When $\mu_F(k) = 1- A {k^2$\over 2}$ (the second derivative of the Fourier transform at zero, A, is necessarily the variance of F), you get the standard Gaussian when you raise to a large power, simply from the law:
$$ (1 - Ak^2)^N \approx e^{-ANk^2} $$
Which is one of the definitions of the exponential: $\lim_{N\rightarrow\infty} (1+A/N)^N = e^A$, but Polyakov would have just replaced $(1-Ak^2) \approx e^{-Ak^2}$. to show this, although it is strictly only true at large N.
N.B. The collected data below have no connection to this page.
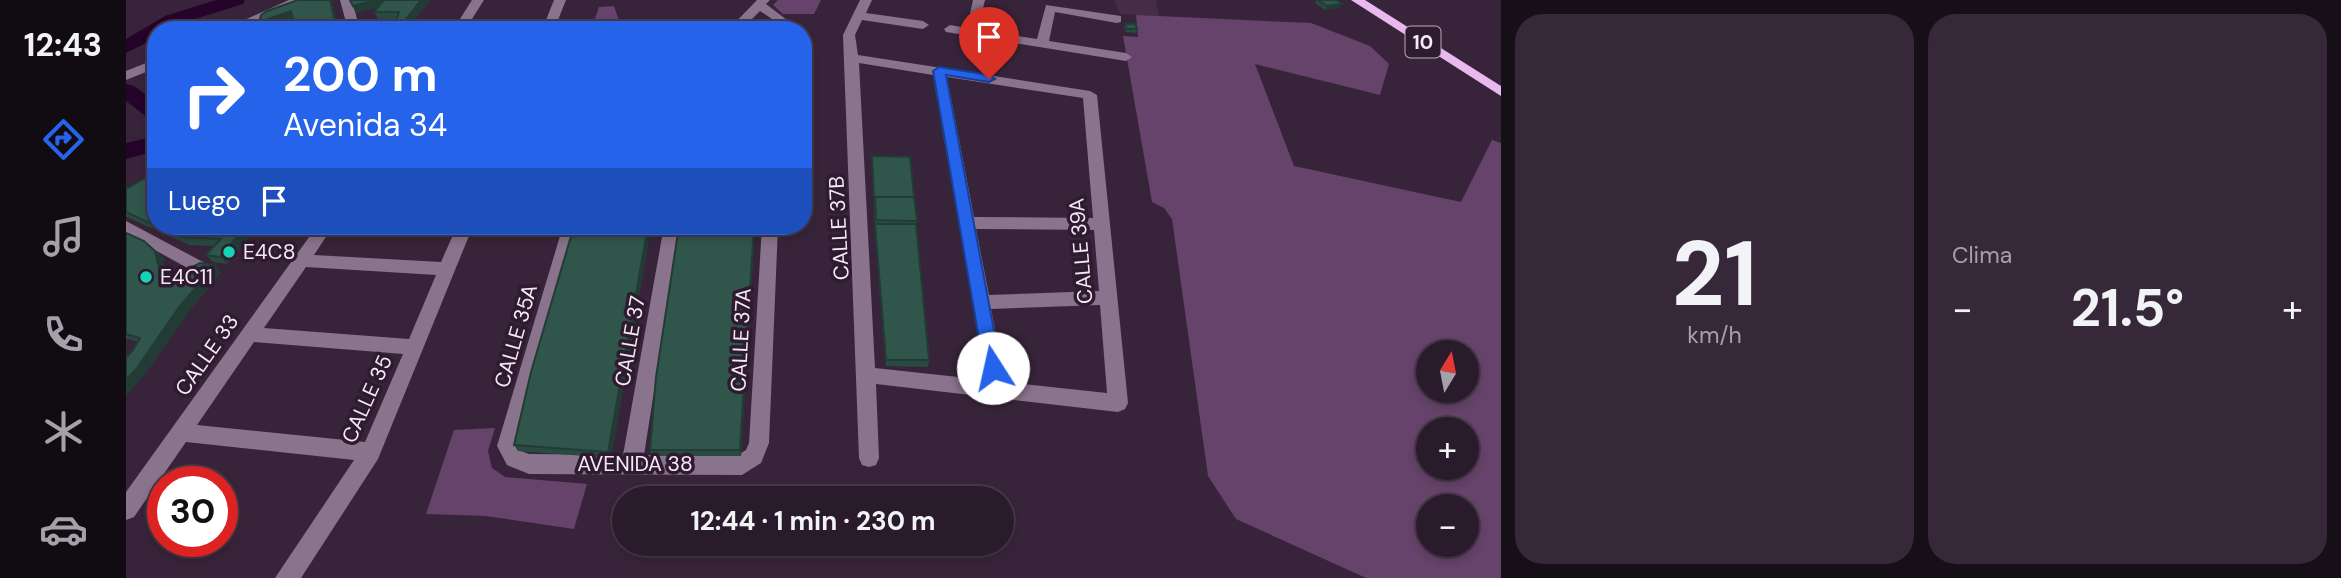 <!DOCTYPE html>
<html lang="es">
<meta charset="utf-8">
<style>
:root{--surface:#2a1b2c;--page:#362838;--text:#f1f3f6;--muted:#a5a1a9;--line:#463948;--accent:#2563eb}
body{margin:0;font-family:"DM Sans",sans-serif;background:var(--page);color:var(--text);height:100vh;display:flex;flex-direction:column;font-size:26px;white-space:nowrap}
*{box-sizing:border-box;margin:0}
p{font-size:23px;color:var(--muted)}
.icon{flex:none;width:38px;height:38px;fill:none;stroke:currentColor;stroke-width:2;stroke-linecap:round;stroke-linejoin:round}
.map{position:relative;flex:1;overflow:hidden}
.details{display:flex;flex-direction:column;gap:14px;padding:14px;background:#170f18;width:840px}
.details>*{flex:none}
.banner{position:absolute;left:21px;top:21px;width:665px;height:214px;border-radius:28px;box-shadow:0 4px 10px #0003,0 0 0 2px var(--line);background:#2563eb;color:#fff;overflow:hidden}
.needle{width:46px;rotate:10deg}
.fabs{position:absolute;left:1290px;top:340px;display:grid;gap:14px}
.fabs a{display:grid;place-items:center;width:63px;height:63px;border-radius:50%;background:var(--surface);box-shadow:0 4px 10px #0003,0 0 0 2px var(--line);font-size:35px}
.speed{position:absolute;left:21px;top:466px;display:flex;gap:14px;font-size:35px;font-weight:700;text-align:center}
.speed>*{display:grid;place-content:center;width:91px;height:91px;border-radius:50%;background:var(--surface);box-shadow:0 4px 10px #0003,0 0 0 2px var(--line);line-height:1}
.speed .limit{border:10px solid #d22;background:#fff;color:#111}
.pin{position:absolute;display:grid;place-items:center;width:60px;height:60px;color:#fff;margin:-72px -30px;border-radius:50% 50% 50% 0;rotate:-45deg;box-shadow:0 0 7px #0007}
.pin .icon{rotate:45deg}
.me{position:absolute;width:77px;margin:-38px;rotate:350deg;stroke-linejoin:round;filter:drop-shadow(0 0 5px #0008)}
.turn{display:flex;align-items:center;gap:24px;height:147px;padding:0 21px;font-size:32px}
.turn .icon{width:91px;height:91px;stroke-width:2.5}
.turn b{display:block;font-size:49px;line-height:60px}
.then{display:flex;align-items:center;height:66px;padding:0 21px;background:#0003;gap:14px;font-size:26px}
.big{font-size:52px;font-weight:700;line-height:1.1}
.details .widget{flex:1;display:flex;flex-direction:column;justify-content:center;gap:10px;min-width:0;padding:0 24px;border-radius:28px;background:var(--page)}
.details .dial{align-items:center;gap:0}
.dial b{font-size:91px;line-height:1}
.heat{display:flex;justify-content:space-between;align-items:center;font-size:38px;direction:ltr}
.details .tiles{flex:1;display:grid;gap:14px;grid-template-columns:repeat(2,1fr)}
.trip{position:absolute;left:486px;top:486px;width:402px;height:70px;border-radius:35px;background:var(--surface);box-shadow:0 4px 10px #0003,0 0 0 2px var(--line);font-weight:700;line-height:70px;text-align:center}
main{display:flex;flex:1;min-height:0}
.menu{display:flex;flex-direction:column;width:126px;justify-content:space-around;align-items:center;background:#110b12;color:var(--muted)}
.menu .icon{width:49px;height:49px}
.menu .active{color:var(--accent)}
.menu b{font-size:32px;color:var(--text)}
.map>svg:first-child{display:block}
.built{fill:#452d48}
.green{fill:#66436a;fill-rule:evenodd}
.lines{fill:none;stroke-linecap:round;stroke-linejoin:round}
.river{fill:#26032a;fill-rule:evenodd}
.minor{fill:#8a738c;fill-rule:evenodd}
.major{fill:#e9b9ed;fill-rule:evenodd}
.wall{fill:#294a41}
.shaded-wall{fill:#223c35}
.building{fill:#30564c;stroke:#223c35;stroke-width:2}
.route{fill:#2563eb;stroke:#184099;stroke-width:2}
.poi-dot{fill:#14d5b3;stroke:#2e1b30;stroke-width:2.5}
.labels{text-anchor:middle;stroke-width:7;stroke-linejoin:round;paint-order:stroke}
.shield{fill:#2e1b30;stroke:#baabbb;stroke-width:2}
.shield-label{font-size:19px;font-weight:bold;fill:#f6e9f7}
.street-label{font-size:21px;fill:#f6e9f7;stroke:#2e1b30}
.poi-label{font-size:21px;fill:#f6e9f7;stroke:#2e1b30;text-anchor:start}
</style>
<main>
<nav class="menu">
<b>12:43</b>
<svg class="icon active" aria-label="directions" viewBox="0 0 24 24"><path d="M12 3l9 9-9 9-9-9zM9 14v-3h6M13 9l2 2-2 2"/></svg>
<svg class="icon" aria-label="music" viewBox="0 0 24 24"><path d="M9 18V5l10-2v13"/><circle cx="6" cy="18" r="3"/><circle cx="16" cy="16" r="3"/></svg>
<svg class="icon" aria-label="phone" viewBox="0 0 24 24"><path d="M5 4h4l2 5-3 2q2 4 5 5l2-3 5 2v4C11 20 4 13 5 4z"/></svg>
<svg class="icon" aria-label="climate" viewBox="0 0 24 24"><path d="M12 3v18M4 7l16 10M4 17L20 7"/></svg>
<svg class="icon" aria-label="car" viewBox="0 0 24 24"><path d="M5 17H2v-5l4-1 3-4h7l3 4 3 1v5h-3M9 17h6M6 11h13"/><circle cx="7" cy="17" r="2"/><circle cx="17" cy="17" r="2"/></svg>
</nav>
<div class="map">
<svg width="1375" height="578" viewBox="0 0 1375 578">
<rect width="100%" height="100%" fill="#38243a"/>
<!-- built -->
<polygon class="built" points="988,0 1030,0 1033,16 994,14"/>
<!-- green -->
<g class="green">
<polygon points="652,0 695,0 688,14 657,14 647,5"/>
<polygon points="488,6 496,30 465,30 473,7"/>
<path d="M1010,15L1185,23L1244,46L1263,64L1254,95L1129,64L1168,166L1335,202L1366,140L1375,143V578H1240L1110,519L1082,476L1046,219L1038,208L1026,202L997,36L1012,37ZM1302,352H1340V390H1302ZM1302,429H1340V467H1302ZM1302,506H1340V544H1302Z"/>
<polygon points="369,428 362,451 366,468 379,477 461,484 448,529 360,516 300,514 328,430"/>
</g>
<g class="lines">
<!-- river -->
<g class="river">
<polygon points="90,0 119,0 117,4 53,24 43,30 30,30 30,38 0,53 0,39 39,16"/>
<polygon points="0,84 8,86 30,102 30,120 22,118 0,101"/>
<polygon points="30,136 30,151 0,159 0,143"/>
</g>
<!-- minor -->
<g class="minor">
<polygon points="163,0 179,0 113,30 96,30"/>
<polygon points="214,0 226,0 234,30 222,30"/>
<polygon points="346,0 358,0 339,30 327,30"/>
<polygon points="428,0 440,0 428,30 416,30"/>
<polygon points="631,0 644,0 640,4 661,20 660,30 648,30 649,21 634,11 615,30 602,30"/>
<path d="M734,0H746L740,13L797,21L803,25L797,29L736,20L729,35L732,55L964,91L971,95L1002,403L999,409L992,412L750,384L753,458L750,465L743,467L736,465L733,458L717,35ZM733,63L807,75L860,380L749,368ZM821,77L957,98L967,218L848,217ZM850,229L968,230L973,291L863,295ZM974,305L981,393L879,382L865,309Z"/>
<polygon points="847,0 859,0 852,30 911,39 920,5 995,16 995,22 991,23 929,12 923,41 1000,53 1006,57 1000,61 820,32 818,29 824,25 841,28"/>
<polygon points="534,19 577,26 583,30 534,27 503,30"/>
<polygon points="30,59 30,68 0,80 0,71"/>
<polygon points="0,221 77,262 80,266 77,270 65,270 0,234"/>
<path d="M191,226H207L188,255L315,262L331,226H347L252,459L175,578H149L228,460L60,442L8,517L0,520V492ZM180,267L310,275L283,339L138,328ZM128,342L277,354L239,442L71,425Z"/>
<polygon points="437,226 453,226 392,445 395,451 403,454 497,455 538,226 554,226 518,455 612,455 620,450 623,443 636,226 652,226 643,443 635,463 616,475 403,474 381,465 371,446"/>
</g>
<!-- major -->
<polygon class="major" points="1225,0 1239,0 1375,86 1375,96"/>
</g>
<!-- wall -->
<g class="wall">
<polygon points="224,0 304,0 281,30 272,30 269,23 271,19 252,19 248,12 252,7 230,13"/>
<polygon points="1190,0 1211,0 1216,4 1214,8 1199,10 1189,3"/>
<polygon points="999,24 1011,29 1010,33 1000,32 998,27"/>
<polygon points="746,156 788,197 803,360 802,367 760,366 749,231"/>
<polygon points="0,189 30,226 131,226 101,264 87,262 80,255 89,246 63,245 1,217 0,215"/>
<polygon points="629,226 615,456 526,456 524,450"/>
<polygon points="0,233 29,251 37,258 39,271 55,273 95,272 61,314 19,374 7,350 12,342 3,339 0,339"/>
<polygon points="521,251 485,458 392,451 388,445"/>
</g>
<!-- shaded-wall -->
<g class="shaded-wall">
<polygon points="204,0 206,1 213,30 210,26"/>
<polygon points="249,0 262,0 264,4 230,13 227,6"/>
<polygon points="295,0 304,0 281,30 279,30 276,24"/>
<polygon points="1216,4 1214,8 1199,10 1201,6"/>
<polygon points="165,11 169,18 141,28 136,21"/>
<polygon points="120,226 131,226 101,264 94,257"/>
<polygon points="523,226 526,226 521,251 485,458 482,452 519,243"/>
<polygon points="628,226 629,226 615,456 614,450"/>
<polygon points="29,251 37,258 40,272 32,264"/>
<polygon points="89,265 95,272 61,314 19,374 0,396 0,380 53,307"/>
</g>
<!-- building -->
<g class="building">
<polygon points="172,0 204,0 210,26 227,30 135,30 139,26 167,27 169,25 165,11 136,21 134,19 135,15 141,11"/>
<polygon points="224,0 249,0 227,6"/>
<polygon points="258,0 295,0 276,24 269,23 273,12 248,12"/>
<polygon points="1192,0 1211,0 1216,4 1201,6"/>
<polygon points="515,22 542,24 570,30 508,30"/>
<polygon points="999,24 1009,24 1011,29 1001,29"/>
<polygon points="746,156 784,157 788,197 749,197 748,200"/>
<polygon points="30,172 30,226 0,212 0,189"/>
<polygon points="749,197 788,197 791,221 750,220"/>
<polygon points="749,224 790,224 803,360 760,360"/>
<polygon points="30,226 120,226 94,257 80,255 95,239 56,237"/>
<polygon points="448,226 523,226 519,243 482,452 388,445 405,372"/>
<polygon points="553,226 628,226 614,450 524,450 530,377"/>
<polygon points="0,233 18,241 29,251 32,264 39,271 55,273 74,263 89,265 53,307 11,368 0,380 0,358 7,350 14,338 0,334"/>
</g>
<!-- route -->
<polygon class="route" points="813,67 863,75 869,79 863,82 820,75 875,368 873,373 867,375 860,373 858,368 807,71"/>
<!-- markers -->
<g class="poi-dot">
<circle cx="103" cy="252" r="7"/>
<circle cx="20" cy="277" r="7"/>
</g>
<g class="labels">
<!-- shield labels -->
<rect class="shield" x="1279.5" y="26.5" width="35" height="31" rx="5"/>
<g class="shield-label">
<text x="1297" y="49">10</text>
</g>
<!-- street labels -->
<g class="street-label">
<text transform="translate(713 228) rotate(-93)" y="7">CALLE 37B</text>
<text transform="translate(955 251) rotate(-95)" y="7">CALLE 39A</text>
<text transform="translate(390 336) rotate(-74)" y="7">CALLE 35A</text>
<text transform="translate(615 340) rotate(-87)" y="7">CALLE 37A</text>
<text transform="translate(504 341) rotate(-80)" y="7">CALLE 37</text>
<text transform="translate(81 355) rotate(-55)" y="7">CALLE 33</text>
<text transform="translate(241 399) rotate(-66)" y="7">CALLE 35</text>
<text x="509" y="471">AVENIDA 38</text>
</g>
<!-- poi labels -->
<g class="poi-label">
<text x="117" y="259">E4C8</text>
<text x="34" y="284">E4C11</text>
</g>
</g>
</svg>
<div class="fabs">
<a><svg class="needle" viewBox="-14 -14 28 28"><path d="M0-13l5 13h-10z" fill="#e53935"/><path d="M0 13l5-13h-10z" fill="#a5a1a9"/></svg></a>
<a>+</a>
<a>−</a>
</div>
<div class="speed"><div class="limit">30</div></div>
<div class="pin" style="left:863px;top:79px;background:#d93025"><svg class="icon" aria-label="arrive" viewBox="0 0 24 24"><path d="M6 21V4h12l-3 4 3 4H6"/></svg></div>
<svg class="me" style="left:867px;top:368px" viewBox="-20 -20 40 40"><circle r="19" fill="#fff"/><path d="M0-13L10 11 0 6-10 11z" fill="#2563eb"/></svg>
<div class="trip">12:44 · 1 min · 230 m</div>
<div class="banner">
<div class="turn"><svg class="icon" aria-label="right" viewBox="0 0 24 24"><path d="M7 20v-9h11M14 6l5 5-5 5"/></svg><div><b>200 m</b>Avenida 34</div></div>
<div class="then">Luego<svg class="icon" aria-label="arrive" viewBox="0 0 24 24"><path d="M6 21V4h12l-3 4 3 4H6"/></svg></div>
</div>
</div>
<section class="details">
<div class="tiles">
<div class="widget dial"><b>21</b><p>km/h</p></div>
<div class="widget"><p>Clima</p>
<div class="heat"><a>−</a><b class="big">21.5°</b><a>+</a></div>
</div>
</div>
</section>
</main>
when $\mu_F(k) = 1 - A |k|^\alpha$ with $0<\alpha<2$, you get Levy behavior, and in this case $\alpha=1$, and you get the fourier transform of the spreading Cauchy distribution:
$$ (1 - A|k|)^N = e^{-N|k|}$$.
From this, you can see that the sum of many Cauchy distributed variables spreads out linearly in time. To get rid of the N dependence, you need to absorb N into k by rescaling linearly (the linear shrinking of the k distribution turns into linear spreading of the x distribution). In the Gaussian case, to get rid of the N dependence of $Nk^2$, you rescale k to absorb $sqrt{N}$, so that the usual Gaussian variables have the normal $\sqrt{N}$ spreading. This is the standard argument for the central limit theorem/Levy's-theorem. It doesn't assume that the measure is positive, only that the Fourier transform is biggest at the origin, and has a definite diferentiable or cusp behavior there.
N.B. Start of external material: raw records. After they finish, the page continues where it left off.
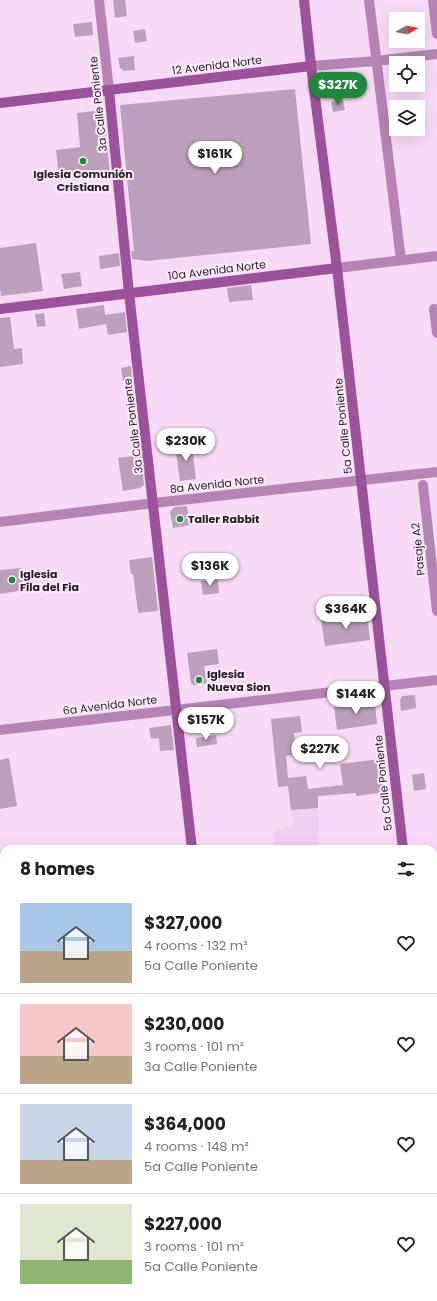 <!DOCTYPE html>
<meta charset="utf-8">
<style>
body{margin:0;font-family:Poppins,sans-serif;background:#f6f6f6;color:#202124;height:100vh;display:flex;flex-direction:column;font-size:15px;white-space:nowrap}
*{box-sizing:border-box;margin:0}
p{font-size:13px;color:#757577}
.icon{flex:none;width:22px;height:22px;fill:none;stroke:currentColor;stroke-width:2;stroke-linecap:round;stroke-linejoin:round}
.map{position:relative;flex:1;overflow:hidden}
.panel{position:absolute;left:0px;top:845px;width:437px;height:456px;display:flex;flex-direction:column;background:#fff;border-radius:12px 12px 0 0;box-shadow:0 4px 16px #0002}
.panel>*{flex:none}
.needle{width:26px;rotate:81deg}
.controls{position:absolute;left:389px;top:12px;display:grid;gap:8px}
.controls a{display:grid;place-items:center;width:36px;height:36px;border-radius:0px;background:#fff;box-shadow:0 4px 16px #0002;font-size:20px}
.price{position:absolute;translate:-50% -34px;padding:0 9px;border-radius:14px;background:#fff;color:#222;font-size:13px;line-height:26px;filter:drop-shadow(0 1px 2px #0008)}
.price::after{content:'';position:absolute;left:50%;top:24px;width:12px;height:9px;margin-left:-6px;background:inherit;clip-path:polygon(0 0,100% 0,50% 100%)}
.price.current{background:#20873c;color:#fff}
ul{padding:0;list-style:none}
li{display:flex;align-items:center;gap:12px;height:100px;padding:0 20px}
li+li{border-top:1px solid #e0e0e0}
li span{display:grid;place-items:center;flex:none;width:112px;height:80px;border-radius:0px;color:#555}
li>.icon{margin-inline-start:auto}
span .icon{width:48px;height:48px;fill:#fffc;stroke-width:1}
li b{font-size:17px}
h2{display:flex;justify-content:space-between;align-items:center;height:48px;padding:0 20px;font-size:17px}
.map>svg:first-child{display:block}
.built{fill:#f2cef0}
.building{fill:#bca0bb}
.lines{fill:none;stroke-linecap:round;stroke-linejoin:round}
.lane{stroke:#b684b4;stroke-width:7}
.street{stroke:#b684b4;stroke-width:10}
.secondary{stroke:#9c529a;stroke-width:10}
.poi-dot{fill:#20873c;stroke:#feebfc;stroke-width:1.5}
.labels{text-anchor:middle;dominant-baseline:central;stroke-width:4;stroke-linejoin:round;paint-order:stroke}
.street-label{font-size:11px;fill:#251a25;stroke:#feebfc}
.poi-label{font-size:11px;font-weight:bold;fill:#251a25;stroke:#feebfc;text-anchor:start}
</style>
<div class="map">
<svg width="437" height="1301" viewBox="0 0 437 1301">
<rect width="100%" height="100%" fill="#f8daf6"/>
<path class="built" d="M318 808 319 849H276L274 829 293 826 291 810Z"/>
<path class="building" d="M113 0H125L127 16 115 18Z
M92 22 93 35 75 37 73 24Z
M145 29 147 41 135 43 133 31Z
M134 56 135 70 124 71 120 68 118 58Z
M295 89 311 244 147 261 132 259 131 251H134L120 105Z
M343 100 345 110 333 112 331 102Z
M103 110 110 172 59 178 56 150 80 147 77 113Z
M36 243 43 291 1 296 0 287V248Z
M119 253 120 266 100 269 99 256Z
M80 272 82 286 64 289 61 274Z
M251 285 253 300 229 302 227 288Z
M104 305 105 315 125 312 127 332 108 335 106 324 79 329 76 309Z
M44 313 46 326 37 327 35 314Z
M10 317 14 349 22 348 23 364 0 367V318Z
M131 366 132 379 123 381 121 368Z
M192 444 196 479 180 481 175 446Z
M141 455 144 485 140 488 123 491 118 458Z
M187 506 190 525 173 528 170 512 174 507Z
M152 557 158 611 138 613 133 574H131L129 560Z
M21 568 24 590 0 594V570Z
M218 580 219 593 203 595 201 581Z
M367 614 370 640 325 646 321 620Z
M217 649 219 664 204 666 207 683 194 685 191 683 187 653Z
M415 695 416 708 401 711 400 700 402 696Z
M371 701 375 704 377 724 337 730 334 707Z
M300 716 302 732 294 733 297 755 286 756 288 778 306 776 308 789 343 785 340 764 380 759 385 792 356 796V793L318 796V808L291 810 288 786 278 787 271 719Z
M171 725 174 750 160 751 159 738 151 739 149 728Z
M216 735 217 744 197 747 196 738Z
M9 758 17 806 0 809V760Z
M424 773 426 789 414 791 412 775Z"/>
<g class="lines">
<path class="lane" d="M336 1297V1301
M356 1297 357 1301"/>
<path class="street" d="M99 0 109 90
M369 0 401 260
M433 0 437 34
M311 66 376 61 437 54
M337 268 437 256
M434 309 437 333
M423 485 437 611
M0 522 154 503 437 472
M0 730 437 680
M433 893H437
M0 942 4 941
M0 1014 4 1047
M433 1098 437 1097
M0 1152 4 1151
M34 1297V1301"/>
<path class="secondary" d="M304 0 311 66 337 268 403 849
M109 90 129 293 192 849
M0 103 311 66
M0 309 337 268
M433 1115 437 1150
M243 1297 244 1301"/>
</g>
<g class="poi-dot">
<circle cx="83" cy="161" r="4"/>
<circle cx="180" cy="519" r="4"/>
<circle cx="12" cy="580" r="4"/>
<circle cx="199" cy="680" r="4"/>
</g>
<g class="labels">
<g class="street-label">
<text transform="translate(217 65) rotate(-7)">12 Avenida Norte</text>
<text transform="translate(98 104) rotate(-96)">3a Calle Poniente</text>
<text transform="translate(217 270) rotate(-7)">10a Avenida Norte</text>
<text transform="translate(133 426) rotate(-97)">3a Calle Poniente</text>
<text transform="translate(343 426) rotate(-96)">5a Calle Poniente</text>
<text transform="translate(217 484) rotate(-6)">8a Avenida Norte</text>
<text transform="translate(418 549) rotate(-96)">Pasaje A2</text>
<text transform="translate(110 705) rotate(-7)">6a Avenida Norte</text>
<text transform="translate(383 783) rotate(-96)">5a Calle Poniente</text>
</g>
<g class="poi-label">
<text x="83" y="174" text-anchor="middle">Iglesia Comunión<tspan x="83" dy="13">Cristiana</tspan></text>
<text x="188" y="519">Taller Rabbit</text>
<text x="20" y="574">Iglesia<tspan x="20" dy="13">Fila del Fia</tspan></text>
<text x="207" y="674">Iglesia<tspan x="207" dy="13">Nueva Sion</tspan></text>
</g>
</g>
</svg>
<div class="controls">
<a><svg class="needle" viewBox="-14 -14 28 28"><path d="M0-13l5 13h-10z" fill="#e53935"/><path d="M0 13l5-13h-10z" fill="#757577"/></svg></a>
<a><svg class="icon" aria-label="locate" viewBox="0 0 24 24"><circle cx="12" cy="12" r="6"/><path d="M12 2v4M12 18v4M2 12h4M18 12h4"/></svg></a>
<a><svg class="icon" aria-label="layers" viewBox="0 0 24 24"><path d="M12 4l9 5-9 5-9-5zM3 14l9 5 9-5"/></svg></a>
</div>
<b class="price current" style="left:338px;top:106px">$327K</b>
<b class="price" style="left:215px;top:175px">$161K</b>
<b class="price" style="left:186px;top:462px">$230K</b>
<b class="price" style="left:210px;top:587px">$136K</b>
<b class="price" style="left:346px;top:630px">$364K</b>
<b class="price" style="left:356px;top:715px">$144K</b>
<b class="price" style="left:206px;top:741px">$157K</b>
<b class="price" style="left:320px;top:770px">$227K</b>
<section class="panel">
<h2>8 homes<svg class="icon" aria-label="filters" viewBox="0 0 24 24"><path d="M4 7h16M4 17h16"/><circle cx="9" cy="7" r="2"/><circle cx="15" cy="17" r="2"/></svg></h2>
<ul>
<li><span style="background:linear-gradient(#a9c7e8 60%,#b9a48a 0)"><svg class="icon" aria-label="home" viewBox="0 0 24 24"><path d="M3 11l9-7 9 7M6 9v11h12V9"/></svg></span><div><b>$327,000</b><p>4 rooms · 132 m²</p><p>5a Calle Poniente</p></div><svg class="icon" aria-label="heart" viewBox="0 0 24 24"><path d="M12 20l-8-8c-3-5 5-10 8-4 3-6 11-1 8 4z"/></svg></li>
<li><span style="background:linear-gradient(#f6c9c9 65%,#b9a48a 0)"><svg class="icon" aria-label="home" viewBox="0 0 24 24"><path d="M3 11l9-7 9 7M6 9v11h12V9"/></svg></span><div><b>$230,000</b><p>3 rooms · 101 m²</p><p>3a Calle Poniente</p></div><svg class="icon" aria-label="heart" viewBox="0 0 24 24"><path d="M12 20l-8-8c-3-5 5-10 8-4 3-6 11-1 8 4z"/></svg></li>
<li><span style="background:linear-gradient(#c9d6e8 70%,#b9a48a 0)"><svg class="icon" aria-label="home" viewBox="0 0 24 24"><path d="M3 11l9-7 9 7M6 9v11h12V9"/></svg></span><div><b>$364,000</b><p>4 rooms · 148 m²</p><p>5a Calle Poniente</p></div><svg class="icon" aria-label="heart" viewBox="0 0 24 24"><path d="M12 20l-8-8c-3-5 5-10 8-4 3-6 11-1 8 4z"/></svg></li>
<li><span style="background:linear-gradient(#dfe7d0 70%,#8fb573 0)"><svg class="icon" aria-label="home" viewBox="0 0 24 24"><path d="M3 11l9-7 9 7M6 9v11h12V9"/></svg></span><div><b>$227,000</b><p>3 rooms · 101 m²</p><p>5a Calle Poniente</p></div><svg class="icon" aria-label="heart" viewBox="0 0 24 24"><path d="M12 20l-8-8c-3-5 5-10 8-4 3-6 11-1 8 4z"/></svg></li>
</ul>
</section>
</div>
This means that the central limit convergence can be established with Gaussians with complex means and complex variances too, since the Fourier transform is still Gaussian. It also works with Cauchy distributed variables, or other Levy distributions, as long as the Fourier transform of the pseudo-probability function is still well behaved.
But you weren't quite asking about the central limit theorem, you were asking about the law of large numbers. In this case, you add N times the center value to the convolved distribution, to find the new center value of the sum, and rescale the Fourier transform appropriately for the average value (or whatever you are computing). The convergence of this to a delta function is guaranteed when the rescaled Fourier transform becomes constant over a wider and wider range (in k) as N becomes large.
The special case of Cauchy distribution is right on the boundary where the law of large numbers stops working, because here, the width parameter of the distribution scales linearly in N. I bring it up, because if you look at the absolute value of the $\gamma$ distribution, it is
$${1\over \gamma^2 + c^2}$$
This is the Cauchy case. If you were adding together $\gamma$s, they wouldn't obey the law of large numbers, as the positive case Cauchy distribution is on the border of obeying it.
But for your case, you are adding together the quantities $1\over \gamma +i c $, which transforms the Cauchy-like variable $\gamma$ into a variable with finite mean and variance. This means the result will be a standard Gaussian central limit type thing, and you can just find the mean and variance.
These types of limit arguments are common in Polyakov, and I go through each one justifying it quickly mentally like this. The main way in which this appears in the physics is when you substitute the classical value for a variable with no derivative terms in a path integral. Each position value is fluctuating, but the integral over a region, or the average value of the variable, is by the minimum action location. The justiication for this is through the rigamarole above, but you can't always go through all the steps, so you use your gut.
To justify this stuff is much easier than justifying path-integrals.